After lunch back to school where I have classes until 6:30 most days and after class I hang out on campus for a little bit take a taxi back to Sacre-Coeur trios where I live and talk to my family and do homework. I normally have dinner around 10pm , which we eat in front of the TV, most of the time we watch the news, soccer games, or wrestling matches (the national sport of Senegal). Then I finish up my homework and go to bed. I only have classes on Monday through Thursday so on Fridays I typically go so where with some friends, like to the beach, centre ville to buy stuff, or to someone’s house.
Thursday, February 25, 2010
Monday, February 15, 2010
Tubaab Dialaw
This weekend the CIEE program took the students to a "resort" called Touba Dialaow. Before I tell you how awesome it was, let me explain the name of this place. In Wolof, Toubaab means foreigner or white person and Dialaw comes from the word that means to keep coming, so loosely this resort, right on the coast of Dakar, is called the "White people keep coming". Just from the name I'm sure you can tell that this place was really nice or atleast very touristy. I went wave surfing with some friends on the beach, climbed a huge rock where I sat and thought about life while glazing out into the ocean,collected tons of cool looking shells, and lounged around all weekend. This was a real treat, a little get away from the hustle and bustle of the city life in Dakar. The program also paid for us to take a dance, drumming, or batiking class while we were there and I chose to batik. To batik, you make designs on your fabric with pencil (we started with a white cloth) then use a paint brush that you dip in wax and outline your design. The cloth is then dyed the color of your choice. After the first dying, you then color in with wax the parts of your cloth you want to stay this color (everything else will become the color that you dye with next) The cloth is dyed again and the final product is complete and your left with a two colored cloth decorated in the designs that you have drawn. It was a lot of fun, even with my limited artistic skills. (they had stencils that we could use so mine didnt come out too bad hahaha)
On Saturday night the people who took the dance class and the instructors put on a performance and then started a big circle where any one could come and learn dance moves. The dancing is full of energy with lots of kicks, flips and hip action.
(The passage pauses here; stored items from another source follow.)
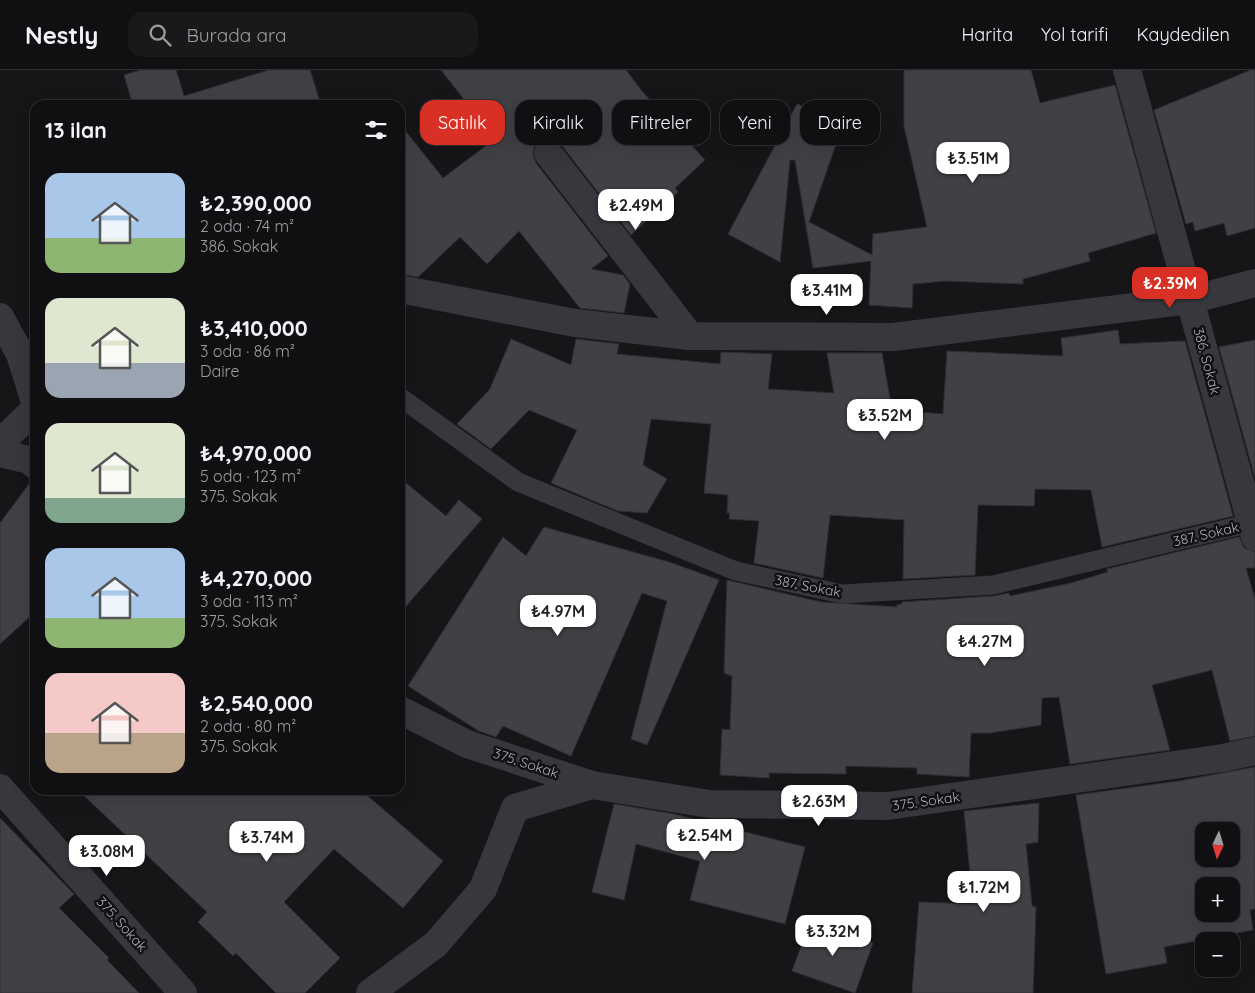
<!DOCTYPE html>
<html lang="tr">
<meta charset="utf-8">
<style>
:root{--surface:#101012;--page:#19191b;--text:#f1f3f6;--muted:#9c9d9f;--line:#303032;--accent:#d93025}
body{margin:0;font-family:Quicksand,sans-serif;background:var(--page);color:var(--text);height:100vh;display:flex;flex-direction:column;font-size:19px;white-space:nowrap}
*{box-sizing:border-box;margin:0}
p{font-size:16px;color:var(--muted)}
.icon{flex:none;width:28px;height:28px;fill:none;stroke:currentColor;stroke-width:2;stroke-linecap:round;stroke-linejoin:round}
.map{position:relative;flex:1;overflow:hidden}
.details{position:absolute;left:30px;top:30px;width:375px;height:695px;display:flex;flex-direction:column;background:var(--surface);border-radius:15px;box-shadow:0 5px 20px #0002,0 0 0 1px var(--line)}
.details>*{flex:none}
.banner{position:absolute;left:420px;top:30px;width:475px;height:45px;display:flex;gap:10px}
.needle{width:32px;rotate:184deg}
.tools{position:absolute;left:1195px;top:752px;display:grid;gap:10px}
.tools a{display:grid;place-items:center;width:45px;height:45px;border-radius:10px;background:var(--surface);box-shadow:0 5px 20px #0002,0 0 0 1px var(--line);font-size:25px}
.price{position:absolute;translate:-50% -42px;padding:0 11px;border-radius:10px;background:#fff;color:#222;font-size:16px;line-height:32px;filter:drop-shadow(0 1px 2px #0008)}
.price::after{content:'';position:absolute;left:50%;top:30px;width:15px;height:11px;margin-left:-8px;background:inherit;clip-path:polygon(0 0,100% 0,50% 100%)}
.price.selected{background:var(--accent);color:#fff}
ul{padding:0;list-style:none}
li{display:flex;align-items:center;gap:15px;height:125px;padding:0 15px}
li span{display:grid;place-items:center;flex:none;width:140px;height:100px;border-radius:15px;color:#555}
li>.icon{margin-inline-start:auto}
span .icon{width:60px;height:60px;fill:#fffc;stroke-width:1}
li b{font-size:21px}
h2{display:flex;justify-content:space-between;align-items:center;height:60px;padding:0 15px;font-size:21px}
.tag{padding:0 18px;border-radius:15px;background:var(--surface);box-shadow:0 5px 20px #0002,0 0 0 1px var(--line);font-size:18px;line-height:45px}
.tag.selected{background:var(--accent);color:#fff}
header{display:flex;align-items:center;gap:30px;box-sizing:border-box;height:70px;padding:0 25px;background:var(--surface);border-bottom:1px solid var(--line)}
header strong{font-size:24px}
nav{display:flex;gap:28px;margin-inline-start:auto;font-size:18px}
.search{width:350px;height:45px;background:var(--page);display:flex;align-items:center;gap:12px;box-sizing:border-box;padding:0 18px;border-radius:15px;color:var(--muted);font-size:19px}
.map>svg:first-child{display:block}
</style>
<header>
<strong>Nestly</strong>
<div class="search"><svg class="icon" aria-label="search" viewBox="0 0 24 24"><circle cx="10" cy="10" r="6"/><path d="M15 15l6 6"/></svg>Burada ara</div>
<nav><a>Harita</a><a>Yol tarifi</a><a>Kaydedilen</a></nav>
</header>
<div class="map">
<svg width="1255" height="923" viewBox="0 0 1255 923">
<rect width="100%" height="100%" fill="#161618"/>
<g fill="#404145" stroke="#303034" fill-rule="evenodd">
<path d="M 141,0 L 176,0 L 184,26 L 269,0 L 310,0 L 321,35 L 133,35 L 124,5 Z"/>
<path d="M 441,0 L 626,0 L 641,20 L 705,90 L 675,118 L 678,122 L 631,165 L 560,73 L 554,69 L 546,68 L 539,70 L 534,77 L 533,85 L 536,93 L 608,186 L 591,199 L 623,205 L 630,214 L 624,243 L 580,238 L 519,161 L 487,194 L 460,167 L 418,207 L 400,204 L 400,54 L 443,108 L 495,69 Z"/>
<path d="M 904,0 L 1031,0 L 1040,33 L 1115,15 L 1156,163 L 1088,183 L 1090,191 L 1023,209 L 1023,214 L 944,211 L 913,214 L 912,238 L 869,235 L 871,191 L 813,198 L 795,90 L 790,90 L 780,192 L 728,164 L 797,34 L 844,51 L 809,152 L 872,185 L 873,164 L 927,157 L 904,56 Z"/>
<path d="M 1251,0 L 1255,0 L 1255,158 L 1227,166 L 1224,153 L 1195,161 L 1193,152 L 1186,154 L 1154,40 Z"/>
<path d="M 1118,260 L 1120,274 L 1185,271 L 1233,446 L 1102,477 L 1091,420 L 1035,419 L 1034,436 L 978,435 L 975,505 L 903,509 L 904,450 L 830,445 L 823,508 L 754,493 L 759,451 L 729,449 L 730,443 L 727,443 L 728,425 L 704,423 L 711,354 L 651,349 L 643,395 L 667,409 L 647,443 L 618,441 L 551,413 L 577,360 L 529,340 L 491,379 L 457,354 L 490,319 L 511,269 L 571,295 L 576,269 L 619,274 L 617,284 L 720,294 L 721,282 L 772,284 L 768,319 L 834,323 L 827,283 L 882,283 L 892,340 L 943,344 L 947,281 L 1063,286 L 1061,268 Z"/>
<path d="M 1255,270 L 1255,408 L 1219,277 Z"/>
<path d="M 400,408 L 446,446 L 459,430 L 482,449 L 400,543 Z"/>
<path d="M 32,410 L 35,410 L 35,542 L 0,574 L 0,453 Z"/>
<path d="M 544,457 L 669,492 L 719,510 L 647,675 L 631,669 L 667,531 L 642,523 L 571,686 L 503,656 L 496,667 L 479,661 L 408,616 L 503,467 L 526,486 Z"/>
<path d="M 1239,467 L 1244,478 L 1255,482 L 1255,498 L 1246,498 L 1255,529 L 1255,666 L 1230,671 L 1212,600 L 1152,615 L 1170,680 L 1070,694 L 1059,627 L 1042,628 L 1041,655 L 990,663 L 971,663 L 969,707 L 917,704 L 917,698 L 846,696 L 846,704 L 769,703 L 769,708 L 720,705 L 722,659 L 730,660 L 732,606 L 724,603 L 727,510 L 821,532 L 897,537 L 897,535 L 902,534 L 902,532 L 994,526 L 1009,523 L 1010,526 L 1071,513 L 1108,502 L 1107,499 Z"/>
<path d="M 1255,697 L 1255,839 L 1250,840 L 1253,860 L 1164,877 L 1167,893 L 1106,904 L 1076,725 L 1179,711 ZM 1204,761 L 1231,761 L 1231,789 L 1204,789 ZM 1204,816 L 1231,816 L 1231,844 L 1204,844 Z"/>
<path d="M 78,720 L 361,720 L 443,791 L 403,838 L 334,779 L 284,832 L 340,888 L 305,923 L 276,923 L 236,883 L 233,886 L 198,852 L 207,842 Z"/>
<path d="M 1039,733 L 1038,772 L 1026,774 L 1032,836 L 1036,837 L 1033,923 L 912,923 L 919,832 L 973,834 L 964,741 Z"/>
<path d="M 614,734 L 674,744 L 805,777 L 785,854 L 690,830 L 700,791 L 636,774 L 624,830 L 592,822 Z"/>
<path d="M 0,748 L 74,824 L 59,838 L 109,888 L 107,890 L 139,923 L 0,923 Z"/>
<path d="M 811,850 L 873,873 L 855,923 L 792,901 Z"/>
</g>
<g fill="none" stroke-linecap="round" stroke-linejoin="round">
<path stroke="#37383d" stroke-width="19" d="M 400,327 L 518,412 L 736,501 L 842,524 L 993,515 L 1255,452"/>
<g stroke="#37383d" stroke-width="28">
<path d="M 548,83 L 690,266"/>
<path d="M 400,219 L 575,253 L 690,266 L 893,267 L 1190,230 L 1255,213"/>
<path d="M 0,247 L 20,284 L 35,332"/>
<path d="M 0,373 L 35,339"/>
<path d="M 370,923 L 436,874 L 483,819 L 515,738 L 592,715"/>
</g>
<g stroke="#37383d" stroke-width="28">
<path d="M 1127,0 L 1255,467"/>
<path d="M 0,383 L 29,390 L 35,395"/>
<path d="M 400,640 L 467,674 L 592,715 L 709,734 L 888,736 L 1223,688 L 1255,681"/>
<path d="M 0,718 L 183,923"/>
</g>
</g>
<g text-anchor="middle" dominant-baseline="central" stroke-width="5" stroke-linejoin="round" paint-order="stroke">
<g font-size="14" fill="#a8adb8" stroke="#111113">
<text transform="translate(1207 291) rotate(75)">386. Sokak</text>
<text transform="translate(1206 464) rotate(-13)">387. Sokak</text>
<text transform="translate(808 516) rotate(11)">387. Sokak</text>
<text transform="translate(526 693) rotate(18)">375. Sokak</text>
<text transform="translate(926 731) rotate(-8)">375. Sokak</text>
<text transform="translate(122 854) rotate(48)">375. Sokak</text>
</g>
</g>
</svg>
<div class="tools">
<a><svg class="needle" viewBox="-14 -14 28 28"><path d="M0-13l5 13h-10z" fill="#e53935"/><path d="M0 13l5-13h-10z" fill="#9c9d9f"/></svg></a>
<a>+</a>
<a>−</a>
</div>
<b class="price" style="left:973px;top:114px">₺3.51M</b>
<b class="price" style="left:636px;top:161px">₺2.49M</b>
<b class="price selected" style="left:1170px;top:239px">₺2.39M</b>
<b class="price" style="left:827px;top:246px">₺3.41M</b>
<b class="price" style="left:885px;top:371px">₺3.52M</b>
<b class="price" style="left:558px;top:567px">₺4.97M</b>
<b class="price" style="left:985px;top:597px">₺4.27M</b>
<b class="price" style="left:819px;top:757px">₺2.63M</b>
<b class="price" style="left:705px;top:791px">₺2.54M</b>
<b class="price" style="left:267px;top:793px">₺3.74M</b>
<b class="price" style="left:107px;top:807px">₺3.08M</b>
<b class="price" style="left:984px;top:843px">₺1.72M</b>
<b class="price" style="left:833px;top:887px">₺3.32M</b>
<div class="banner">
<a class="tag selected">Satılık</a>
<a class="tag">Kiralık</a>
<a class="tag">Filtreler</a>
<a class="tag">Yeni</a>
<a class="tag">Daire</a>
</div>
<section class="details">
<h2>13 ilan<svg class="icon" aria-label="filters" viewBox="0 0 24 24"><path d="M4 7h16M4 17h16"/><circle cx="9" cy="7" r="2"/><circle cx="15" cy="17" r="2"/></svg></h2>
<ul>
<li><span style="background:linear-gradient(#a9c7e8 65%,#8fb573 0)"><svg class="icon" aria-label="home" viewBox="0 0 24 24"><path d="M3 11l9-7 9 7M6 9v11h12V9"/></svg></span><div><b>₺2,390,000</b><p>2 oda · 74 m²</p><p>386. Sokak</p></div></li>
<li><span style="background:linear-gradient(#dfe7d0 65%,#9aa5b1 0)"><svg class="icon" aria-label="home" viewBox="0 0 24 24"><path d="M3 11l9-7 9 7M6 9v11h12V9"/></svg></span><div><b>₺3,410,000</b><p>3 oda · 86 m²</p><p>Daire</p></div></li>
<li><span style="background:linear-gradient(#dfe7d0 75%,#7fa58c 0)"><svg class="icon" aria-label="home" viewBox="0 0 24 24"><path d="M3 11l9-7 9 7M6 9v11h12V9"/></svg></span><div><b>₺4,970,000</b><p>5 oda · 123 m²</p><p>375. Sokak</p></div></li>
<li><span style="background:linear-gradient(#a9c7e8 70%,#8fb573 0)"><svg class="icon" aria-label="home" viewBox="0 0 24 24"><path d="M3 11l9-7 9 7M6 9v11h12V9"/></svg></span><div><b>₺4,270,000</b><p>3 oda · 113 m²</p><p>375. Sokak</p></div></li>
<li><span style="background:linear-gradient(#f6c9c9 60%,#b9a48a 0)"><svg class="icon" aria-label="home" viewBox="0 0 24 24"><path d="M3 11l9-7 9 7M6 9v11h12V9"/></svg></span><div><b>₺2,540,000</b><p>2 oda · 80 m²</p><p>375. Sokak</p></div></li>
</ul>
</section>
</div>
It definitely is a work out but still a lot of fun, I would love to be able to come back home and show off some of these moves.
The Friday before we left for Tubaab Dialaw, me a few other people from the program went to a dance performance at the Francaise Institute downtown. The performance showcased, modern, contemporary, and traditional Senegalese dance. Of course I loved the modern dance pieces the dancers were soo strong and their moves were so precise it was incredible watching what they could do. Although we weren't suppose to take any pictures, I did take a few (shhhh dont tell anyone) so hopefully you guys will be seeing them soon.
Sidenote: I just found out this week that my mom was a second wife, which can explain why they don't share a room and I see him mostly at night. Having more than one wife is very common here in Dakar and especially where I live in Sacre-Coeur (some one told me jokingly it was neighborhood of second wives).